**TASK GOAL:** The result should be every line of the listing that holds the word "SourceGraphic".

┌─ TASK MATERIAL

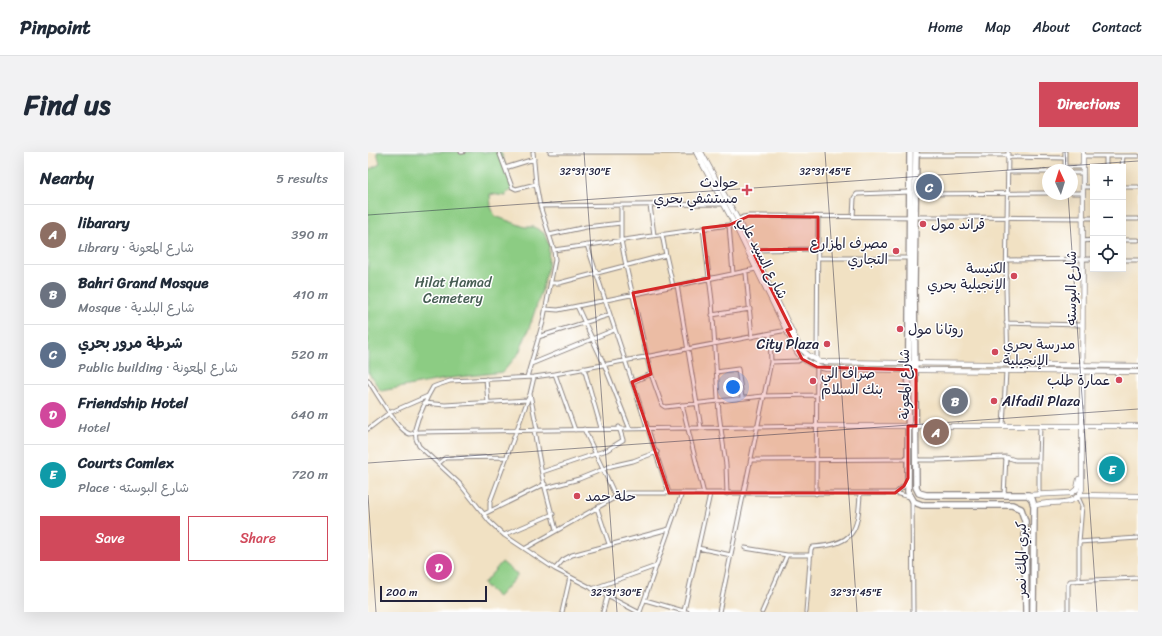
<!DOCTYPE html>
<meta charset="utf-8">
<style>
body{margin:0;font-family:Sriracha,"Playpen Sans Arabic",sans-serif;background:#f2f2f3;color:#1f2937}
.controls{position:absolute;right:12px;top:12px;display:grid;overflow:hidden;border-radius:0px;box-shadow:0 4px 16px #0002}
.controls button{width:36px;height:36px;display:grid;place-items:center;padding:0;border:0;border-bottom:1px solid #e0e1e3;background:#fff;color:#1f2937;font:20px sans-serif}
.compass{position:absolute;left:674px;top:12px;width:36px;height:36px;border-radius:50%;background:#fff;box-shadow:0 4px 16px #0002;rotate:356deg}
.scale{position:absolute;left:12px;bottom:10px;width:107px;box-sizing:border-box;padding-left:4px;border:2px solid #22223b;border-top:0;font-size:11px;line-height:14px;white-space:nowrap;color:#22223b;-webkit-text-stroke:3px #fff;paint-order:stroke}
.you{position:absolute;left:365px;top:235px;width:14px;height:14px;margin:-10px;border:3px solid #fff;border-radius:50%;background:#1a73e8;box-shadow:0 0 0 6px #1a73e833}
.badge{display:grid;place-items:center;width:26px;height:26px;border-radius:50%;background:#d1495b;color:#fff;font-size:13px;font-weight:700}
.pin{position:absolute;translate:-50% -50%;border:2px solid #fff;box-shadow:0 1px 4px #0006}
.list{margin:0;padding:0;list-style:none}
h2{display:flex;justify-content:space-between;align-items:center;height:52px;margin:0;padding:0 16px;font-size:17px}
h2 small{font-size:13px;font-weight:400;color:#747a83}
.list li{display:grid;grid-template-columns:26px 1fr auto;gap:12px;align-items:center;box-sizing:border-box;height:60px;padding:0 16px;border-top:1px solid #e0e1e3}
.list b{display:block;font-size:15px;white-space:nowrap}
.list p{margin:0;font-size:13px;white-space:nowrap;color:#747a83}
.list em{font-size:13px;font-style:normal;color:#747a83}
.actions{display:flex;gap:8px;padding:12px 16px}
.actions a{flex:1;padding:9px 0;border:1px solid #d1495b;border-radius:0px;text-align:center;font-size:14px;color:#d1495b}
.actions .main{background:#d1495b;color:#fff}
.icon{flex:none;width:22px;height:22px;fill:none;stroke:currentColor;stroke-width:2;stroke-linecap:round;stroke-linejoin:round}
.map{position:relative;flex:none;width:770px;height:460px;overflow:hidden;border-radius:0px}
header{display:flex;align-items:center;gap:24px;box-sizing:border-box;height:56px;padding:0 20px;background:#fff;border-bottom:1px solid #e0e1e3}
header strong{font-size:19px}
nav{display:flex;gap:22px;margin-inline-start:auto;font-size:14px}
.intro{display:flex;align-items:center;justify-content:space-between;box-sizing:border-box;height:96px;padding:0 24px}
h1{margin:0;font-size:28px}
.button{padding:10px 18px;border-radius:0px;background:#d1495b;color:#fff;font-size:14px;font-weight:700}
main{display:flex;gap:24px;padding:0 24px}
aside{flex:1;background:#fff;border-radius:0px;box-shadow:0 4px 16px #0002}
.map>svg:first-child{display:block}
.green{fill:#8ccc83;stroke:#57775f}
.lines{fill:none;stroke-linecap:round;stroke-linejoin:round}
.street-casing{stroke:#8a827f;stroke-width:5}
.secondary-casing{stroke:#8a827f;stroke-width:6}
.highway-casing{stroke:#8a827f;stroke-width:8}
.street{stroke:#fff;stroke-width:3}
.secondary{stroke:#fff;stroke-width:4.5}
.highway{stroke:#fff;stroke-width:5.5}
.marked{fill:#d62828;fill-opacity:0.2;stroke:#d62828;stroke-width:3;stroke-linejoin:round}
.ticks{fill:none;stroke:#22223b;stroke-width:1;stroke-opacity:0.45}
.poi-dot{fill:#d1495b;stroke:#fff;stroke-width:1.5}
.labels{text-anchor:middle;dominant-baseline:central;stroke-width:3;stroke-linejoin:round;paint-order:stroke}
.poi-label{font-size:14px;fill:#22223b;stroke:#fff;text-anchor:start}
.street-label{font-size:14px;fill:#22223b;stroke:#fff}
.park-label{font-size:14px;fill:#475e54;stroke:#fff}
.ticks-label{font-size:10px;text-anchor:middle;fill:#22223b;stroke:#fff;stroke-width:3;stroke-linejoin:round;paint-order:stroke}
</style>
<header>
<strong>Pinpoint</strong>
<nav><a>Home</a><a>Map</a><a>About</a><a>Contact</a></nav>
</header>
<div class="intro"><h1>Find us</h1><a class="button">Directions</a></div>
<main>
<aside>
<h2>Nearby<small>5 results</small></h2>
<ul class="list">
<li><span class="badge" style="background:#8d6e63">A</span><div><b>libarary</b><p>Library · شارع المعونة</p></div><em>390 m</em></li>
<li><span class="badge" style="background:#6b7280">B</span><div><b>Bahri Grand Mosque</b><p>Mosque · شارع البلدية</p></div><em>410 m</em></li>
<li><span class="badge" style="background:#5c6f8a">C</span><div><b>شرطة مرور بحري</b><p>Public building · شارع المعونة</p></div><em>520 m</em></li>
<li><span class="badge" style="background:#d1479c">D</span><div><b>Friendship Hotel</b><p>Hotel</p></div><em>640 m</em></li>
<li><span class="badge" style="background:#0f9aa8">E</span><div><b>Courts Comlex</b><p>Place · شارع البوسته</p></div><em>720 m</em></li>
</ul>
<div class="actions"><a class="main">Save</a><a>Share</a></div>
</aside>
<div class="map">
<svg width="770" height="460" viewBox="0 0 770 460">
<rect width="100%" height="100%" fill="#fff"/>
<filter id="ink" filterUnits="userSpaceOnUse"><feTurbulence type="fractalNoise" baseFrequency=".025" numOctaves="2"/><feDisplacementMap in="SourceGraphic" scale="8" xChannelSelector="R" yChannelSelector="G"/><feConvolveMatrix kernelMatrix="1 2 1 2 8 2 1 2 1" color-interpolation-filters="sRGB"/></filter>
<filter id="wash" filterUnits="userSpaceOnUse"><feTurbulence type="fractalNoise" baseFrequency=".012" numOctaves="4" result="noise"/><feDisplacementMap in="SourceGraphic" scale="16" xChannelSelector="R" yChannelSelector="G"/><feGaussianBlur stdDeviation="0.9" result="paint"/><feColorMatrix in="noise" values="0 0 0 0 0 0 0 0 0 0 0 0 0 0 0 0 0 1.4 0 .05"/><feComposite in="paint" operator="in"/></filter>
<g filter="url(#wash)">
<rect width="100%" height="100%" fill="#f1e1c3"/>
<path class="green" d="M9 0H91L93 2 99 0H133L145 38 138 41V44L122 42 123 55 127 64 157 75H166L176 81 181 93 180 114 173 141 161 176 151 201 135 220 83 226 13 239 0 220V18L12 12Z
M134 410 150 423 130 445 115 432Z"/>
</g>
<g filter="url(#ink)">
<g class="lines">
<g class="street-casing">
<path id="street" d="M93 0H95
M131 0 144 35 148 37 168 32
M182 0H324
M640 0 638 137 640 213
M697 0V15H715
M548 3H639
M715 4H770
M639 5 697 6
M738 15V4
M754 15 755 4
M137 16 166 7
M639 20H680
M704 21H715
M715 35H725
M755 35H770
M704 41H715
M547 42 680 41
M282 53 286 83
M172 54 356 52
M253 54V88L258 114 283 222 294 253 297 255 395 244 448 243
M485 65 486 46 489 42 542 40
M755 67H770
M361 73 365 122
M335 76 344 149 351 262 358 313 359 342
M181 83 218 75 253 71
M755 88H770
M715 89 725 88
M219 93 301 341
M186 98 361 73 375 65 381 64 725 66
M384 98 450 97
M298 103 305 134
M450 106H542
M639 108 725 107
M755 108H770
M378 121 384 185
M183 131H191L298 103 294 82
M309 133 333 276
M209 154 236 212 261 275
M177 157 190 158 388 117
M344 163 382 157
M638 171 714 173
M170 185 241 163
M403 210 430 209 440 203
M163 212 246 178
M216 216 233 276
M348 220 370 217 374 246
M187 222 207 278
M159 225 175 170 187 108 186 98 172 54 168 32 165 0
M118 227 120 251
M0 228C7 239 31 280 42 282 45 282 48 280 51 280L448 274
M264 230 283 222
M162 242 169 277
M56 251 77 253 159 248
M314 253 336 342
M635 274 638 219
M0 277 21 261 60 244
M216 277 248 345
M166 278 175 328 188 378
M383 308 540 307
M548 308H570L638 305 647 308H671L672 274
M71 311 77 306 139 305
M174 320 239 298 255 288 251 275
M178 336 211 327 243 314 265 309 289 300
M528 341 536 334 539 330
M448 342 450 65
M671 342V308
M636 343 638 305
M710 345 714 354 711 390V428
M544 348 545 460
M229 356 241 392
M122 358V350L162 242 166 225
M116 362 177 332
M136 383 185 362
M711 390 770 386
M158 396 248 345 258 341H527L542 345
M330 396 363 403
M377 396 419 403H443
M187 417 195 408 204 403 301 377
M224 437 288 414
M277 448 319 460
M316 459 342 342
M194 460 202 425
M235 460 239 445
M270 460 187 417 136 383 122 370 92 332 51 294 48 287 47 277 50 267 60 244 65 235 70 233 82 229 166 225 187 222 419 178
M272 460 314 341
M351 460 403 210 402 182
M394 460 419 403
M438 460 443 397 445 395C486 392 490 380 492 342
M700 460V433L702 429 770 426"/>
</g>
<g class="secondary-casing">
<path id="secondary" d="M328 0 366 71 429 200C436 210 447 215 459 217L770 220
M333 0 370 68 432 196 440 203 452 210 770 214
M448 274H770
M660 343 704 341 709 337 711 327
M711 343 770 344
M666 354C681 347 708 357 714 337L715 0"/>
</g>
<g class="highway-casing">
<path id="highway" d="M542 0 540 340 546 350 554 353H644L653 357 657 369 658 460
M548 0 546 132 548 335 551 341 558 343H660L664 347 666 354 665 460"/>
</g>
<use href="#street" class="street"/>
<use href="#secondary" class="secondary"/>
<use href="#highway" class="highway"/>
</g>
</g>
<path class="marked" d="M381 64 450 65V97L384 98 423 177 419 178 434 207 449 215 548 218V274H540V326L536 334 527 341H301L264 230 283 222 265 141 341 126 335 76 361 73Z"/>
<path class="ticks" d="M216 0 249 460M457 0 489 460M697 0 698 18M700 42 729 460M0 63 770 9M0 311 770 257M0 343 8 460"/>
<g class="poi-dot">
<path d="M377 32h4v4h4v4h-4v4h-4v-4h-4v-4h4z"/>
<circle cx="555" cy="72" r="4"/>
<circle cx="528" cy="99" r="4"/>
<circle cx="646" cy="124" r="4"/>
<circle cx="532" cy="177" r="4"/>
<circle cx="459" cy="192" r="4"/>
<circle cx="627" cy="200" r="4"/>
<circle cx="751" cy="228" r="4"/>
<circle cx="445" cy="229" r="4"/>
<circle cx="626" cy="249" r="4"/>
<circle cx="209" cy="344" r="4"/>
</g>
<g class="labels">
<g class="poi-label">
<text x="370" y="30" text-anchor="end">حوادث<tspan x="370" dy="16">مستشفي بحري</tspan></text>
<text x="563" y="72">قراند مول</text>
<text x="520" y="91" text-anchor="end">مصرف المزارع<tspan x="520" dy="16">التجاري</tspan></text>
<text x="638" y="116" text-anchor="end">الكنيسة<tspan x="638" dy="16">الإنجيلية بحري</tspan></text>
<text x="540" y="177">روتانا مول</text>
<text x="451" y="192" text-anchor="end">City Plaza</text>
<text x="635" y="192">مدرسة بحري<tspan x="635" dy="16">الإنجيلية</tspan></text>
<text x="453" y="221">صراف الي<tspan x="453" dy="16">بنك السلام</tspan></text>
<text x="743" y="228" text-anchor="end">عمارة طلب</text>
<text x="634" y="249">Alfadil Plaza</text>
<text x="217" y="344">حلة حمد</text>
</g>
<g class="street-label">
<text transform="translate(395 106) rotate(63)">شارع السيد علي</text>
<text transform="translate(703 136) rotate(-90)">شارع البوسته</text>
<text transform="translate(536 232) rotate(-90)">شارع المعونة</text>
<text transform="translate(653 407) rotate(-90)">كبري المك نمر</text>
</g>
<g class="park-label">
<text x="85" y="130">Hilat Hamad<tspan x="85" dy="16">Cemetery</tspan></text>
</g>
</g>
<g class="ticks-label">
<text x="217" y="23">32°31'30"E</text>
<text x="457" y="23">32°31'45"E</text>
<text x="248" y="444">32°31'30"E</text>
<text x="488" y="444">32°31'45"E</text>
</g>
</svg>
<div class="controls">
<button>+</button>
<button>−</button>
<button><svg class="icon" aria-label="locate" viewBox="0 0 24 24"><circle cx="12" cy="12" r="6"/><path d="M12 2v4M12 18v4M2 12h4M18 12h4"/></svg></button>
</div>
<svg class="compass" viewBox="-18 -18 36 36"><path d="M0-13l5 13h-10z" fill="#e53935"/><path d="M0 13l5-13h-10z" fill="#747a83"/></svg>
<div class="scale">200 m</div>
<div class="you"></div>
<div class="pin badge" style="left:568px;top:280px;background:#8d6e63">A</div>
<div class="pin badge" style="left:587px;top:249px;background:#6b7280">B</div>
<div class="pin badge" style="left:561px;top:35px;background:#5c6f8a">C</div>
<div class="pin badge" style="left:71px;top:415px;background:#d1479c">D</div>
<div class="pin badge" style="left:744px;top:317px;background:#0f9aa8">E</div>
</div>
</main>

└─

**RESPONSE:**
<filter id="ink" filterUnits="userSpaceOnUse"><feTurbulence type="fractalNoise" baseFrequency=".025" numOctaves="2"/><feDisplacementMap in="SourceGraphic" scale="8" xChannelSelector="R" yChannelSelector="G"/><feConvolveMatrix kernelMatrix="1 2 1 2 8 2 1 2 1" color-interpolation-filters="sRGB"/></filter>
<filter id="wash" filterUnits="userSpaceOnUse"><feTurbulence type="fractalNoise" baseFrequency=".012" numOctaves="4" result="noise"/><feDisplacementMap in="SourceGraphic" scale="16" xChannelSelector="R" yChannelSelector="G"/><feGaussianBlur stdDeviation="0.9" result="paint"/><feColorMatrix in="noise" values="0 0 0 0 0 0 0 0 0 0 0 0 0 0 0 0 0 1.4 0 .05"/><feComposite in="paint" operator="in"/></filter>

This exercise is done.